Recent data from our laboratory and the other laboratories suggest that inclusion body (huge aggregates of mutant proteins within the cell) by itself is protective rather than toxic to neurons (Tagawa et al., J Neurochem 2004; Arrasate et al., Nature 2004). Therefore, the toxicity of mutant protein should not be derived from aggregation or should not come from sequestration of normal proteins into the inclusion body. Instead, it would be certain effects of soluble forms of mutant proteins on physiological proteins.
We therefore asked which kinds of physiological protein are affected in neurons expressing mutant polyglutamine proteins. Especially, we are interested in soluble nuclear proteins because several reports definitely showed that nuclear translocation of mutant proteins is indispensable for pathogenesis. Firstly, we asked quantitative changes of physiological proteins in the soluble nuclear proteins by using proteomics analysis. In this analysis, we used two disease proteins (ataxin-1 and huntingtin) and three types of neurons (cortical, striatal and cerebellar neurons). We evaluated quantitative changes of spots on 2-dimensional gels, and in parallel identified proteins corresponding to the spots. Through these analyses, we found that both of the mutant polyglutamine proteins reduced HMGB proteins in vulnerable neurons whereas we did not change HMGB remarkably in resistant proteins.
HMGB proteins change conformation of genome DNA and play critical roles in transcription, DNA repair and other nuclear function. We found that these nuclear functions are impaired in neurons with a low level of HMGB proteins and that supplementation of HMGB proteins recovers the impairment. This rescue effect was also found in Drosohila model in vivo (Figure 1). We also found that mutant polyglutamine proteins bind to HMGB protein and accelerates their degradation. Collectively, mutant polyglutamine proteins, at least of two polyglutamine diseases proteins, commonly impair nuclear function of neurons via reduction of HMGB proteins.

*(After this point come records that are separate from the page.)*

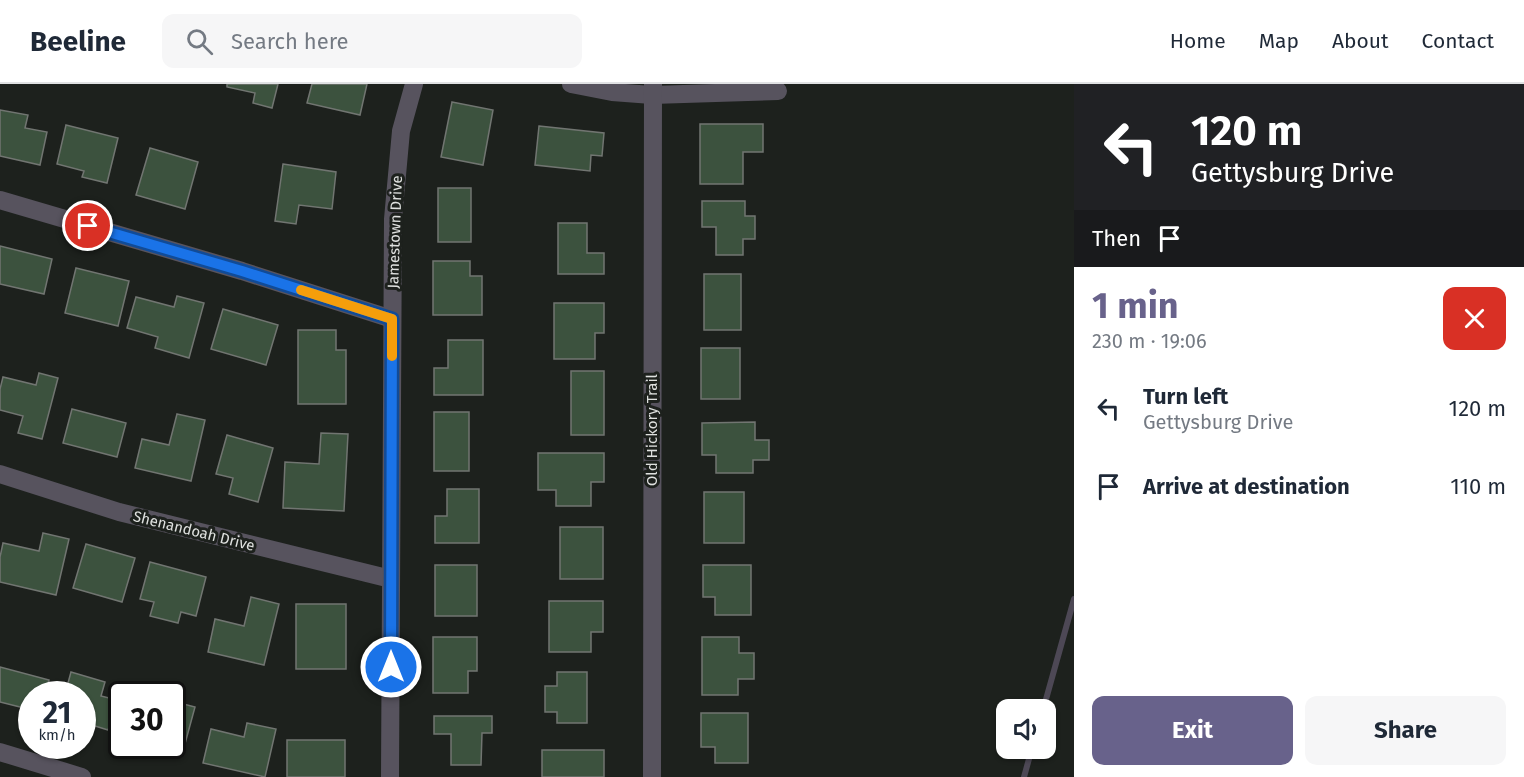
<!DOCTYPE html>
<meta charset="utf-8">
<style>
:root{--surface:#fff;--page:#f6f6f7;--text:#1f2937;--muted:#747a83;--line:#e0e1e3;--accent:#68628b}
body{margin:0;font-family:"Fira Sans",sans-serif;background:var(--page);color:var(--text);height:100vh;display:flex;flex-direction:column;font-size:22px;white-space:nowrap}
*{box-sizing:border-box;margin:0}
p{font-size:20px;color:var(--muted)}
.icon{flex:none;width:33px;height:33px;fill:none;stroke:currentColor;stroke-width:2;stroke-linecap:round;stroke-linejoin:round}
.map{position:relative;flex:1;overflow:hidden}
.drawer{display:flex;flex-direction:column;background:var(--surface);width:450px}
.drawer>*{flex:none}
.guide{background:#202124;color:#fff;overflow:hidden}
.fabs{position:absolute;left:996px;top:615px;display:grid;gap:12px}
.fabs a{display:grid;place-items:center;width:60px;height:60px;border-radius:12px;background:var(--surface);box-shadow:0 2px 4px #0004;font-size:30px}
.speed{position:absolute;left:18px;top:597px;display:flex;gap:12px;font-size:30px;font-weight:700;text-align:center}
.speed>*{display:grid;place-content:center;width:78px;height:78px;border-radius:50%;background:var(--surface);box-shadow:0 2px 4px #0004;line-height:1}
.speed small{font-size:15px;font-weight:400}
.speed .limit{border:3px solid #111;border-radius:9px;background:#fff;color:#111}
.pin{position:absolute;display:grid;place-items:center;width:51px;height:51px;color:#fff;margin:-26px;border:3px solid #fff;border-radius:50%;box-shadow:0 2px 6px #0007}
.me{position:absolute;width:66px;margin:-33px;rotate:0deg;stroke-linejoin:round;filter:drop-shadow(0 0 4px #0008)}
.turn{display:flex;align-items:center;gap:21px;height:126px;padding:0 18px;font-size:27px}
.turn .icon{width:78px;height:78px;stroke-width:2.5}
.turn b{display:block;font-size:42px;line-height:51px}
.then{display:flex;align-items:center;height:57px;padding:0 18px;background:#0003;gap:12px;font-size:22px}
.round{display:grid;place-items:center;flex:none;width:63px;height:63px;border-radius:12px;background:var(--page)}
.head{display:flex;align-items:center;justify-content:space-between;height:102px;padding:0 18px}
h1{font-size:36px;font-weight:700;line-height:45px;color:var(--accent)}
.primary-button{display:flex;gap:12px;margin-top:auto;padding:12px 18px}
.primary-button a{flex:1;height:69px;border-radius:12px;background:var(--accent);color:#fff;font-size:24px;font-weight:700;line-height:69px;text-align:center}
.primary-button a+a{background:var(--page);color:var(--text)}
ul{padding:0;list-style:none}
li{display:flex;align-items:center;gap:18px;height:78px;padding:0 18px}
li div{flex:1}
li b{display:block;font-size:22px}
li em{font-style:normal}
header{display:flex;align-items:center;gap:36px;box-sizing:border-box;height:84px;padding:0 30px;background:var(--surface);border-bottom:2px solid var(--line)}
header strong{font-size:28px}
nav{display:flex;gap:33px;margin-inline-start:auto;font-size:21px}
.search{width:420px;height:54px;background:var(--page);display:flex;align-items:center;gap:15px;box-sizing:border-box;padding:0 21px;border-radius:12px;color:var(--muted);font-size:22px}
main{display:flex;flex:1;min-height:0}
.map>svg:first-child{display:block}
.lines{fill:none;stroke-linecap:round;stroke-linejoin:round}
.stream{stroke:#4d4855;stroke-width:6}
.building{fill:#3c523e;stroke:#717571;stroke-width:1.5}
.street{stroke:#57535e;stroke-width:18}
.route-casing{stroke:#114b97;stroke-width:15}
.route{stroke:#1a73e8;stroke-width:10}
.slow{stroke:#f59e0b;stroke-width:10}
.labels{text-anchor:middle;stroke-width:6;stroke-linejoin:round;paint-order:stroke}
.street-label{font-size:15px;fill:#dfe1df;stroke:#1d211d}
</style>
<header>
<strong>Beeline</strong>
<div class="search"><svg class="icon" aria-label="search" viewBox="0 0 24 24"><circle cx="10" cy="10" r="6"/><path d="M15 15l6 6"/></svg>Search here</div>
<nav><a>Home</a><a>Map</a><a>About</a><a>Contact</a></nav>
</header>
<main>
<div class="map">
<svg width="1074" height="693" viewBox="0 0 1074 693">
<rect width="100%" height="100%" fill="#1d211d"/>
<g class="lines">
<!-- stream -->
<g class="stream">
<polyline points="1043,626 1074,515"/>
<polyline points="1024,693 1032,664"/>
</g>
</g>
<!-- building -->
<g class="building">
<polygon points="227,0 278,0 272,24 253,19 255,9 227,3"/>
<polygon points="312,0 367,0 360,31 307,19"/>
<polygon points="452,18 493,26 483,81 441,73"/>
<polygon points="0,26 28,31 25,44 47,48 40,81 0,72"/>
<polygon points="700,40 763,40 763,68 743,68 743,100 700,100"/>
<polygon points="66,41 118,54 107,99 82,93 84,87 57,80"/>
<polygon points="539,42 604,49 602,72 591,71 590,87 535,81"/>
<polygon points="150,64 198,78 185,125 136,111"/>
<polygon points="283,80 336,88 332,125 299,121 296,140 275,137"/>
<rect x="438" y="104" width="33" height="54"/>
<polygon points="702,117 745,117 745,132 755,132 755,155 743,155 743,171 716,171 716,143 702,143"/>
<polygon points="558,139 587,139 587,169 604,169 604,190 558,190"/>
<polygon points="0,162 52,175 44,210 0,200"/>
<polygon points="433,177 470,177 470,192 482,192 482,231 433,231"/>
<polygon points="76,184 129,197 118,242 65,229"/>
<rect x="704" y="190" width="37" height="56"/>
<polygon points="177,212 204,219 189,274 155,264 158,253 127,244 136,213 174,223"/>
<polygon points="554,219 604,219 604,249 595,249 595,275 554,275"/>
<polygon points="223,225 278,241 266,281 211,265"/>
<polygon points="298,246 336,246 336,266 346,266 346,320 298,320"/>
<polygon points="448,256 483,256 483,311 434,311 434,284 448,284"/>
<rect x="701" y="264" width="39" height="51"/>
<rect x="571" y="287" width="33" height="64"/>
<polygon points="39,289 58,294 42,355 18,349 23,332 0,326 0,305 3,293 36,301"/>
<polygon points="72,325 126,339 117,373 63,359"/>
<rect x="434" y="328" width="35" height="59"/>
<polygon points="177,330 205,336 191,397 135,384 142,355 169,361"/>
<polygon points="755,338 755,356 769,356 769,376 753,376 753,389 716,389 716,371 702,371 702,339"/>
<polygon points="321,349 348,350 344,427 283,424 285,378 319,380"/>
<polygon points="227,351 273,364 258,418 229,410 233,394 216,390"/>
<polygon points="538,369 604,369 604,398 591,398 591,422 556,422 556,406 538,406"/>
<polygon points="447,405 479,405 479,459 435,459 435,432 447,432"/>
<rect x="704" y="408" width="40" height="51"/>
<rect x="560" y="443" width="43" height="52"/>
<polygon points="43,449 69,455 56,511 0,498 0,473 3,459 39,467"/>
<polygon points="86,460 135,474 122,518 73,504"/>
<polygon points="150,478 206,493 196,532 181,528 178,539 150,532 154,518 140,515"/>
<rect x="435" y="481" width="42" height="51"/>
<polygon points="703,481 751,481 751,531 715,531 715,513 703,513"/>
<polygon points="251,513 279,520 264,581 208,568 215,535 244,542"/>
<polygon points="549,517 603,517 603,548 591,548 591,568 549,568"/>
<rect x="296" y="520" width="50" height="65"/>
<polygon points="433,553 477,553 477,587 468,587 468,609 433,609"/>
<polygon points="702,553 739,553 739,569 754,569 754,595 738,595 738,611 702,611"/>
<polygon points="0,583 49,596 45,610 32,610 32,626 0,618"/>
<polygon points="71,588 105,598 101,612 117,616 108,646 82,638 82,610 65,610"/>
<polygon points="557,588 587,588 587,639 557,639 557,628 545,628 545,602 557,602"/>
<polygon points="172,617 195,623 183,667 163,662 172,662"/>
<polygon points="701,629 748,629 748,679 715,679 715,663 701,663"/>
<polygon points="434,632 492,632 492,649 482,649 481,681 451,681 451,650 434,650"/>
<polygon points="247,639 276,645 265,693 203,679 211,645 244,653"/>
<rect x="287" y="656" width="58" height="37"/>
<rect x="542" y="666" width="62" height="27"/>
</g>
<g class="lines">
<!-- street -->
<g class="street">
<polyline points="571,0 612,8 652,11 778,7"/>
<polyline points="0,116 242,187 392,235"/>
<polyline points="0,390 119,428 391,495"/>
<polyline points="0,668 82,693"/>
<polyline points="390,693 393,135 401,47 414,0"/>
<polyline points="652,693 653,0"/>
</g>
</g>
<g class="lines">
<!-- route casing -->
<g class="route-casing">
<polyline id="route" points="88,142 242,187 392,235 391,583"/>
</g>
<!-- route -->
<use href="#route" class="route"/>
<!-- slow -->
<polyline class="slow" points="301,206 392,235 392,272"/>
</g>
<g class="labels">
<!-- street labels -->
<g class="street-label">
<text transform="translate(395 148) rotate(-88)" y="5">Jamestown Drive</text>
<text transform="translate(652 346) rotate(-90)" y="5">Old Hickory Trail</text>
<text transform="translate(194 447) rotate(14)" y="5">Shenandoah Drive</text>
</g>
</g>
</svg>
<div class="fabs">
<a><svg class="icon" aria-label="sound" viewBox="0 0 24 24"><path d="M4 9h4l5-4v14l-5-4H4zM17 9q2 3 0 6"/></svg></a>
</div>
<div class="speed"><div>21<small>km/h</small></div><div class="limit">30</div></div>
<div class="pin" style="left:88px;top:142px;background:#d93025"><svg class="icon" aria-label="arrive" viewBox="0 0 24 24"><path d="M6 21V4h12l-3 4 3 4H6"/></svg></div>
<svg class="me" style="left:391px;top:583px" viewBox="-20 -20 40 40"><circle r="17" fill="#1a73e8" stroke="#fff" stroke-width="3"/><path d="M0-11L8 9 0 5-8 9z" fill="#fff"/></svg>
</div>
<section class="drawer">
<div class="guide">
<div class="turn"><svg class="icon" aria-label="left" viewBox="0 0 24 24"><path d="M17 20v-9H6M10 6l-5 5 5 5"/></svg><div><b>120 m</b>Gettysburg Drive</div></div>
<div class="then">Then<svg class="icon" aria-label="arrive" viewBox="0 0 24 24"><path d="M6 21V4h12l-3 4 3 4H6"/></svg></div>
</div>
<div class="head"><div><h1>1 min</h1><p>230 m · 19:06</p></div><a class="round" style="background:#d93025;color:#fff"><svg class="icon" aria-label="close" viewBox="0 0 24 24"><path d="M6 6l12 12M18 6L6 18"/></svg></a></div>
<ul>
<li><svg class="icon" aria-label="left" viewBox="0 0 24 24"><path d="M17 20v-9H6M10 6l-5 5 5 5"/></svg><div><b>Turn left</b><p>Gettysburg Drive</p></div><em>120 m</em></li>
<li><svg class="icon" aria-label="arrive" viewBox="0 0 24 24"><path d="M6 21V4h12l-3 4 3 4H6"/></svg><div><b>Arrive at destination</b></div><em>110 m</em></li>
</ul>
<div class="primary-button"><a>Exit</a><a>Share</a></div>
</section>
</main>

Fig 2 Relationship between early aging and neurodegenerative disorders. Early aging disorders are caused by mutation of DNA repair genes. In polyglutamine diseases, the mutant proteins are detoxified in youth by proteasome or autophagy systems. When the patients become middle age, mutant proteins above a threshold impair DNA repair functions. After the onset, the pathologies might be homologous.

In addition to identification of a novel and common pathological player in the polyglutamine diseases, this study showed that DNA damage is a common pathology in polyglutamine diseases. This concept is brand new for polyglutamine diseases, and could be a target to develop new types of therapeutics. Furthermore, this finding unraveled a critical similarity between aging and neurodegeneration. Many hereditary aging disorders including Cockayne syndrome, Werner syndrome, Xeroderma Pigmentosa (XP) and Niemegen syndrome are caused by mutation of DNA repair proteins. Also several hereditary neurodegenerative diseases such as ataxia-telangiectasia, SCAN1, and EAOH are caused by mutation of DNA repair genes. Therefore, our data cast another light on the molecular similarity between aging and neurodegeneration. In this specific case, although mutant proteins are not DNA repair proteins by themselves, when their amounts become higher than a certain level, they impair DNA repair functions through interaction with HMGB proteins, and they cause "aging of neurons" in a homologous manner to early aging disorders (Figure 2).